Monday, 24 January 2011

Isn’t the Bible just a bunch of made up stories

Wy do you personally believe the bible?

Read 2 Tim 3:16 - This is what we believe about the Bible. It is God’s word to us, it is not a dry dust, dated book, through it as we read God speaks to us now, it is therefore not just reliable but also relevant. It is designed not just to give us knowledge but to change us. What are the words used to describe what it does? Teaching, rebuking, correcting, training. It is not a dry dusty theological book of facts, it is a training manual to be used and practically applied.

But most of our friends, family and neighbours would not think like that about the bible. I guess their questions would roughly fall into two areas; reliability and relevance. How can you be sure the bible is factually accurate if you are going to base your life on it? And how can a book that is over 2000 years old be relevant to today’s world?

Jesus is the key figure in both the Old Testament – where his coming is promised and the need for a new way of relating to God established, and the New which details Jesus life and how his life, death and resurrection turned the world upside down, so we want to focus on the reliability of the gospels initially.

Turn to Luke 1:1-4, in opening his gospel Luke tells us why he writes, why? “so that [Theophilus] may know the certainty of the things you have been taught”. Luke isn’t hiding why he writes, but neither is he writing in a vacuum, he is not writing a fairy tale, he is writing to someone to establish beyond doubt what they have already been taught about Jesus.
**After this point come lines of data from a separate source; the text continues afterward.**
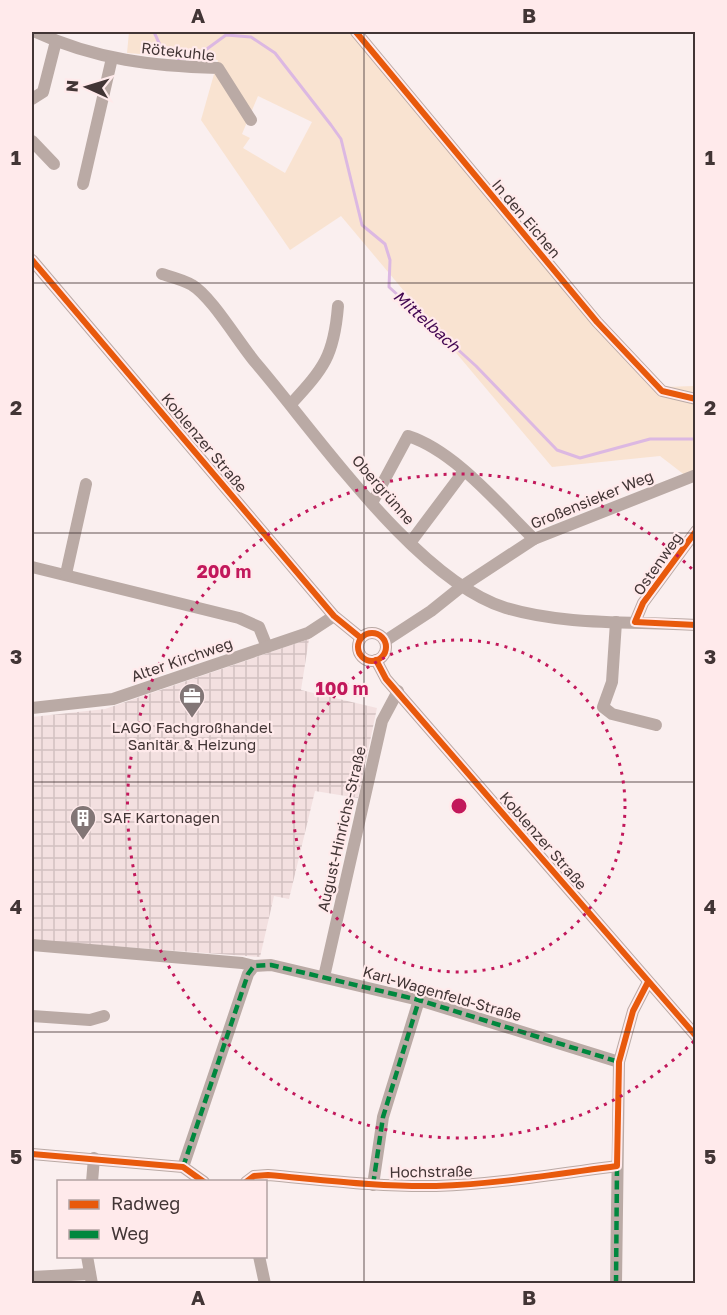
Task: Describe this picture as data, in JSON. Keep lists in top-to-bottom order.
{
  "streets": {
    "street": [
      "Rötekuhle",
      "In den Eichen",
      "Koblenzer Straße",
      "Obergrünne",
      "Großensieker Weg",
      "Ostenweg",
      "Alter Kirchweg",
      "August-Hinrichs-Straße",
      "Karl-Wagenfeld-Straße",
      "Hochstraße"
    ]
  },
  "crossings": [
    ["Koblenzer Straße", "Großensieker Weg"],
    ["Koblenzer Straße", "Alter Kirchweg"],
    ["Koblenzer Straße", "August-Hinrichs-Straße"],
    ["Obergrünne", "Großensieker Weg"],
    ["August-Hinrichs-Straße", "Karl-Wagenfeld-Straße"]
  ],
  "water": ["Mittelbach"],
  "places": {
    "office": ["LAGO Fachgroßhandel Sanitär & Heizung"],
    "building": ["SAF Kartonagen"]
  },
  "legend": ["Radweg", "Weg"],
  "north": "left",
  "grid": {
    "columns": ["A", "B"],
    "rows": [
      "1",
      "2",
      "3",
      "4",
      "5"
    ]
  },
  "rings": ["200 m", "100 m"]
}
There is no hidden agenda, he is not trying to brain wash Theophilus, but he is providing evidence for Jesus being the Messiah so Theophilus is convinced, believes and lives by faith as a follower of Jesus.

1. Is the bible reliable?
a. Abundant Evidence

How do you test the reliability of a witness? You cross reference their testimony, or look for others who will verify what they have said. Look at how Luke starts his gospel “Many have undertaken to draw up an account of the things that have been fulfilled among us...” Luke is not the only source of information about Jesus, not only are there those who have already taught Theophilus but also other accounts Theophilus can cross reference.

So we have Matthew, Mark and John, but there were also others, alive who were witnesses. Paul in 1 Corinthians 15 talks about the resurrected living Lord Jesus “he appeared to Cephas, and then to the Twelve. After that, he appeared to more than five hundred of the brothers and sisters at the same time, most of whom are still living, though some have fallen asleep. Then he appeared to James, then to all the apostles...” There are witnesses, from whom Luke gets his information, and accounts to cross reference, to check, so Luke have to be very careful about what he writes, it must be accurate because there is abundant evidence.
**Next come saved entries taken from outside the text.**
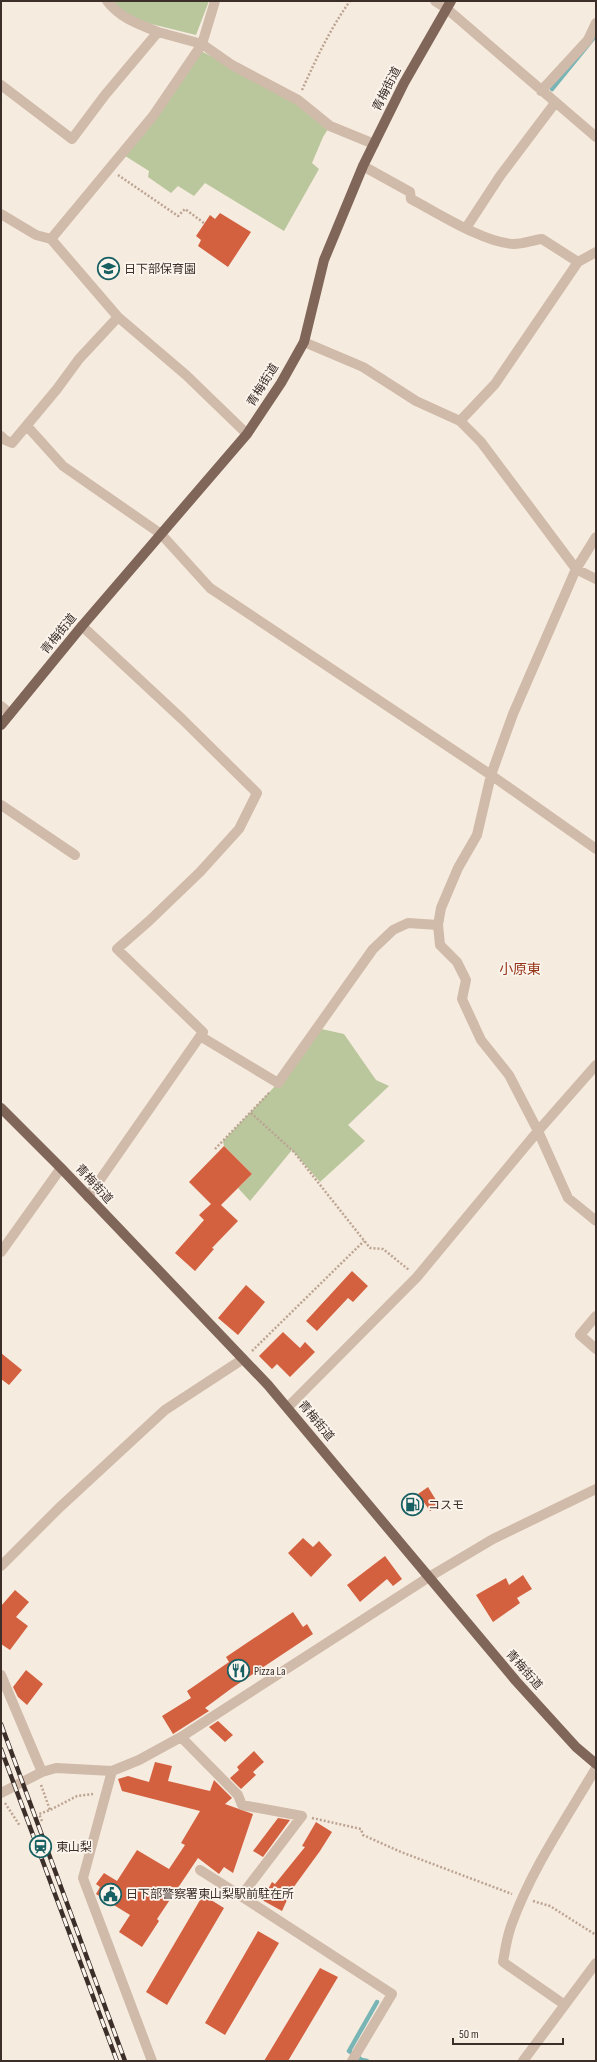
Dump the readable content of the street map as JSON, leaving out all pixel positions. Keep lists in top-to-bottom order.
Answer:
{
  "streets": {
    "main road": ["青梅街道"]
  },
  "districts": ["小原東"],
  "places": {
    "school or university": ["日下部保育園"],
    "fuel station": ["コスモ"],
    "restaurant": ["Pizza La"],
    "station": ["東山梨"],
    "public building": ["日下部警察署東山梨駅前駐在所"]
  },
  "scale_bar": "50 m"
}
FF Bruce of Manchester University said this “it was not friendly eyewitnesses that the early preachers had to reckon with; there were others less well disposed who were also conversant with the main points of the ministry and death of Jesus. The disciples could not afford to risk inaccuracies which would at once be exposed.”

In fact from other sources outside the bible, from those hostile to Jesus and Christianity like Josephus the Jewish leaders and Pliny and Tacitus you can discover that:

1. He was a Jewish teacher
2. Many believed he performed healings and exorcisms.
3. Some believed he was the Messiah
4. He was rejected by the Jewish leaders.
5. He was crucified by Pilate during Tiberius reign.
6. Despite crucifixion his followers believed he was alive.
7. Belief was widespread both geographically and socially.

The gospels are based on abundant evidence that those they were written to could cross check.

b. An accurate account
Luke investigates all this carefully himself, and not with a few key strokes on google and a print out but through interviews and discussions. And the detail he gives are readily verifiable: look at 1:5, 2:1. 3:1 **what details does he give? leaders, kings, emperors and events which can be checked. Which would quickly give the game away if this was made up.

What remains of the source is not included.